I’ll just look at the FIRST_NAME column right here. So we see in the first row, which is our VARCHAR2 table, this is exactly what we expect. The first name Larry is five characters long, and we have the 5 bytes that represent those characters. But look at the row for the CHAR table. First of all we have a length of 40 bytes, which is the size of the column, but let’s look at the composition of that 40 bytes. The first 5 bytes are the same as the VARCHAR2 table, and those are the characters for Larry, but all of these extra bytes that are a decimal value of 32 those are space characters. So we see here indeed the string is being space padded, and all these spaces are not just something that are added on when Oracle returns the rows to us. These are actually stored in the column on disk, so we can tell that this one row in the CHAR version of the table is going to take up a lot more space.

The same thing is true if we scroll out a little bit further and we look at the LAST_NAME column. We see the same thing going on.

Now we can look at the impacts of this from a more macro level and see what the difference is in storage for each one of these tables. And so to do that I’m going to run another query here, this query right here, and this gives us some data from the user_tables view so we can quantify these differences. Again I inserted exactly the same data into each of these tables. The only difference is how the rows are represented between the CHAR and the VARCHAR2 columns. As we can see in the CHAR table our average row length is three times that of our VARCHAR2 table, and the total number of blocks, again, we’re using about three times as many. So we see that indeed we are using a lot more space for the CHAR version of the table, and what this is being driven by is all of those space characters that are getting padded onto the end of our strings in those CHAR columns. So what this should really convince us is that pretty much all of the time we should probably be using a VARCHAR2 data type or an NVARCHAR2 data type if we need to represent characters in other character sets because those are going to be much more space efficient, and our data is going to get stored as we expect it to be, just the strings that we want to store, not the space padded version that we’re probably going to end up trimming anyway, so I encourage you in your tables that you build just use the variable length column data type because these are probably going to be the best match for your needs.

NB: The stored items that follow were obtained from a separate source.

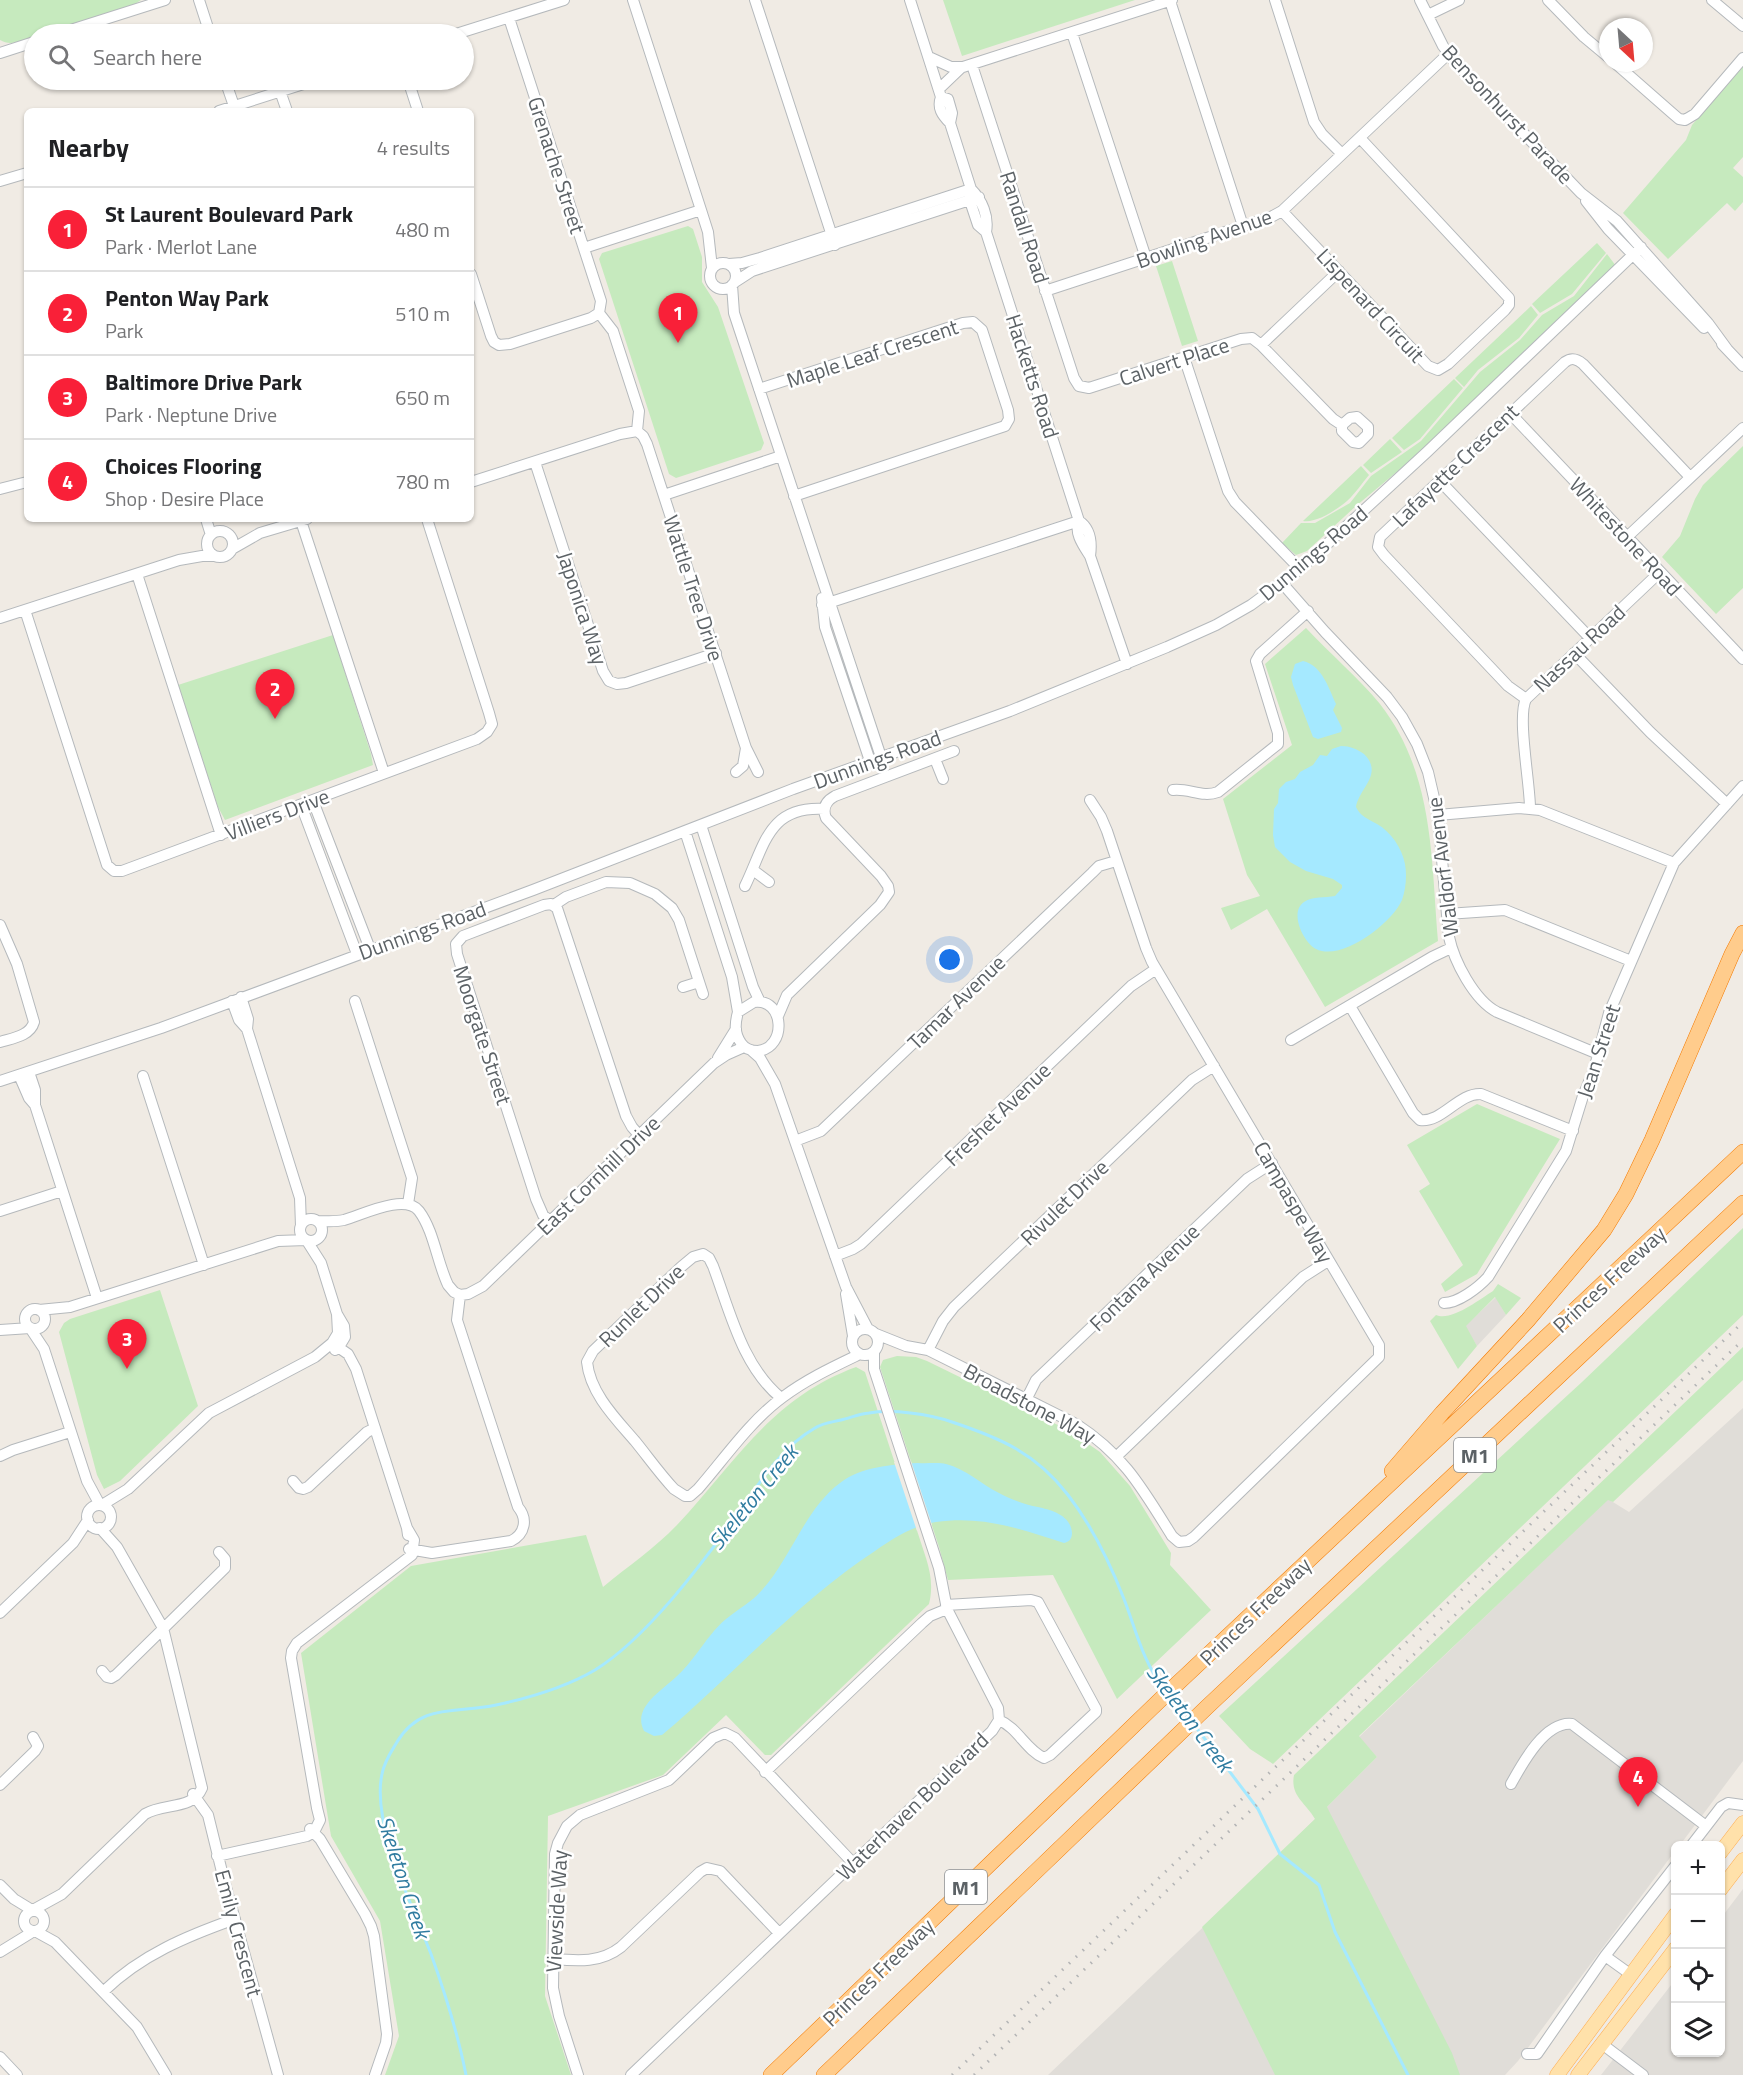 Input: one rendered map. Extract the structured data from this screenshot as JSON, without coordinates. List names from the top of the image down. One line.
{"streets":{"highway":["Princes Freeway","M1"],"street":["Bensonhurst Parade","Grenache Street","Randall Road","Bowling Avenue","Lispenard Circuit","Maple Leaf Crescent","Calvert Place","Hacketts Road","Lafayette Crescent","Whitestone Road","Dunnings Road","Wattle Tree Drive","Japonica Way","Nassau Road","Villiers Drive","Waldorf Avenue","Tamar Avenue","Moorgate Street","Jean Street","Freshet Avenue","East Cornhill Drive","Rivulet Drive","Campaspe Way","Fontana Avenue","Runlet Drive","Broadstone Way","Waterhaven Boulevard","Viewside Way","Emily Crescent"]},"crossings":[["Bensonhurst Parade","Bowling Avenue"],["Bensonhurst Parade","Dunnings Road"],["Randall Road","Bowling Avenue"],["Randall Road","Calvert Place"],["Bowling Avenue","Lispenard Circuit"],["Hacketts Road","Dunnings Road"],["Lafayette Crescent","Whitestone Road"],["Lafayette Crescent","Nassau Road"],["Whitestone Road","Nassau Road"],["Dunnings Road","Waldorf Avenue"],["Wattle Tree Drive","Japonica Way"],["Waldorf Avenue","Jean Street"],["Tamar Avenue","Campaspe Way"],["Moorgate Street","East Cornhill Drive"],["Freshet Avenue","Campaspe Way"],["Rivulet Drive","Campaspe Way"],["Rivulet Drive","Broadstone Way"],["Campaspe Way","Fontana Avenue"],["Campaspe Way","Broadstone Way"],["Fontana Avenue","Broadstone Way"],["Broadstone Way","Waterhaven Boulevard"],["Waterhaven Boulevard","Viewside Way"]],"water":["Skeleton Creek"],"north":"bottom right","page":{"search":"Search here","heading":["Nearby","4 results"],"list":[{"mark":"1","name":"St Laurent Boulevard Park","note":"Park · Merlot Lane","value":"480 m"},{"mark":"2","name":"Penton Way Park","note":"Park","value":"510 m"},{"mark":"3","name":"Baltimore Drive Park","note":"Park · Neptune Drive","value":"650 m"},{"mark":"4","name":"Choices Flooring","note":"Shop · Desire Place","value":"780 m"}],"pins":["1","2","3","4"],"map_buttons":["+","−"]}} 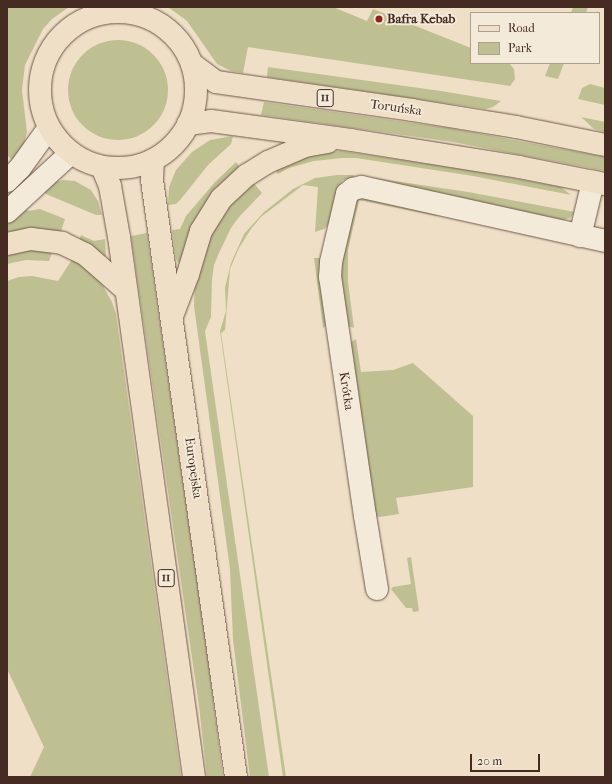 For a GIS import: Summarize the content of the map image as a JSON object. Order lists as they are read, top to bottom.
{
  "streets": {
    "main road": ["11", "Toruńska", "Europejska"],
    "street": ["Krótka"]
  },
  "crossings": [
    ["11", "Toruńska"],
    ["11", "Europejska"]
  ],
  "places": ["Bafra Kebab"],
  "legend": ["Road", "Park"],
  "scale_bar": "20 m"
} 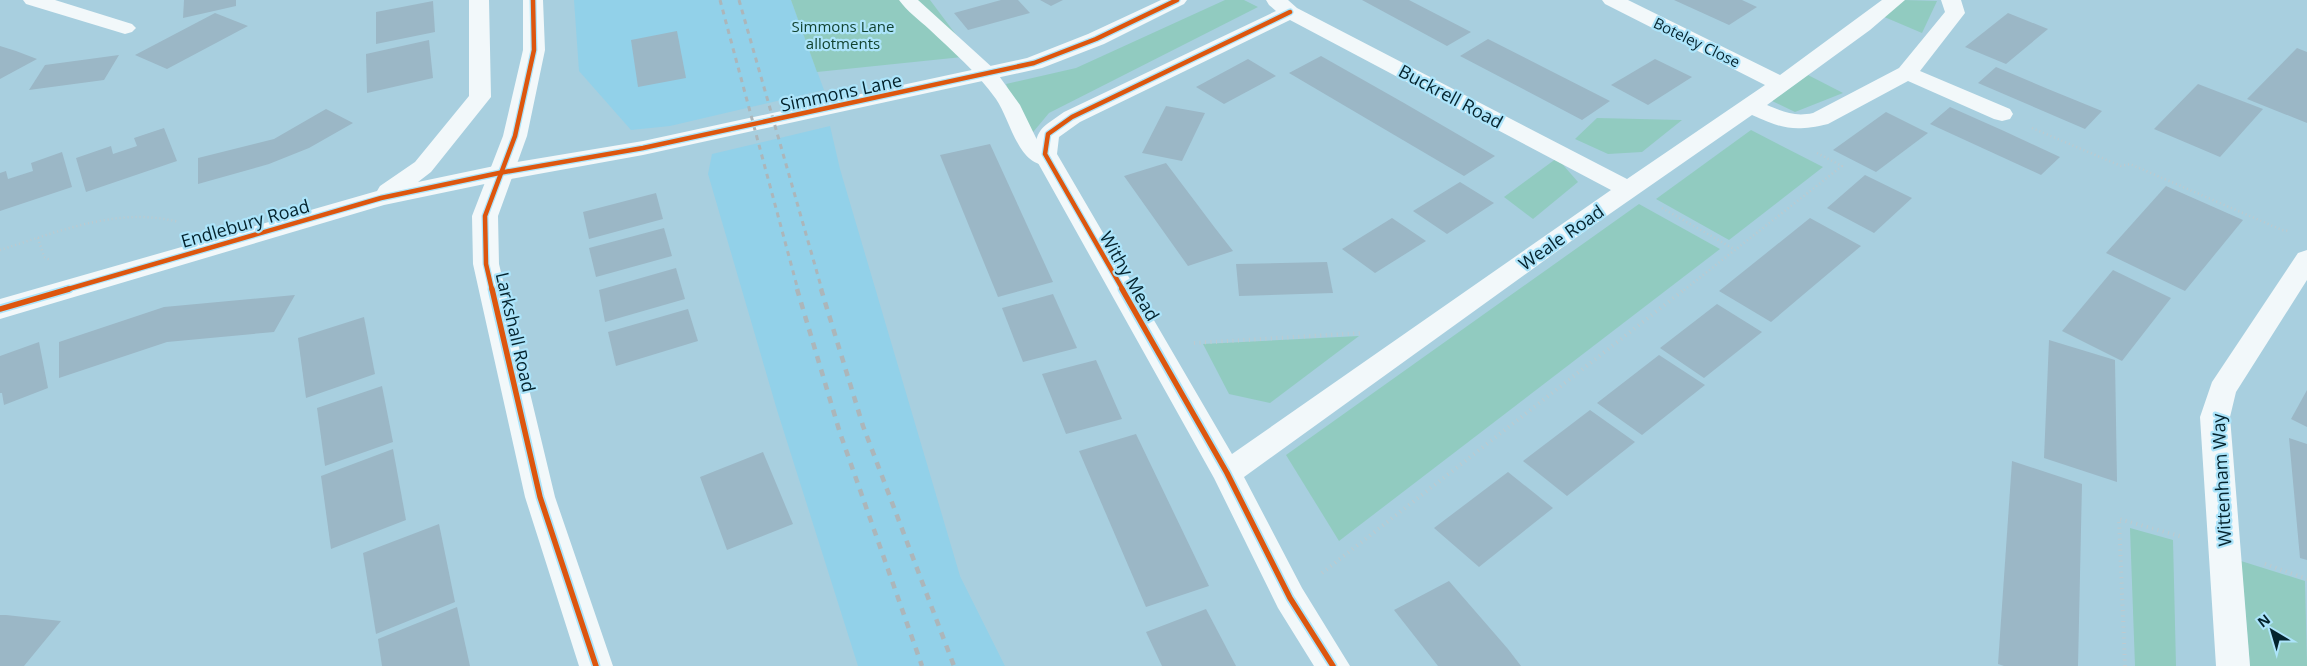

VARCHAR2 vs. NVARCHAR2 Data Types

In Oracle we have the choice to define columns that contain character data as the standard CHAR and VARCHAR2 columns that are more familiar to us or as NCHAR or NVARCHAR2 columns. So what is the difference between these choices, and how do we decide when to choose the normal column data type or the N version, its national language counterpart? In Oracle CHAR and VARCHAR2 columns will have their data stored in the default character set of the database. The default character set was selected by the DBA when they installed Oracle. It is important to know what our default character set is because for most of us we built up muscle memory over the years of defining columns as the VARCHAR2 data type, and this character set is going to have big implications in terms of the amount of storage space used and what text we can store in a VARCHAR2 column. For NCHAR and NVARCHAR2 columns these are going to use the national character set defined in your database to store their data. What you need to think here is Unicode as the national character set is going to be a character set implementing either UTF8 or UTF16. If you are familiar with Unicode, you know that one of its big advantages is the ability to represent virtually every character from every language, but again there are some storage implications to this.

So what character sets is your database using? You can execute this query to find out. The default character set from my Oracle database is WE8MSWIN1252. It will be the character set used in any CHAR or VARCHAR2 columns that I create. And my national character set is AL16UTF16, which is a UTF16 Unicode character set, and this is what’s going to get used for any NCHAR or NVARCHAR2 columns that I define in my database.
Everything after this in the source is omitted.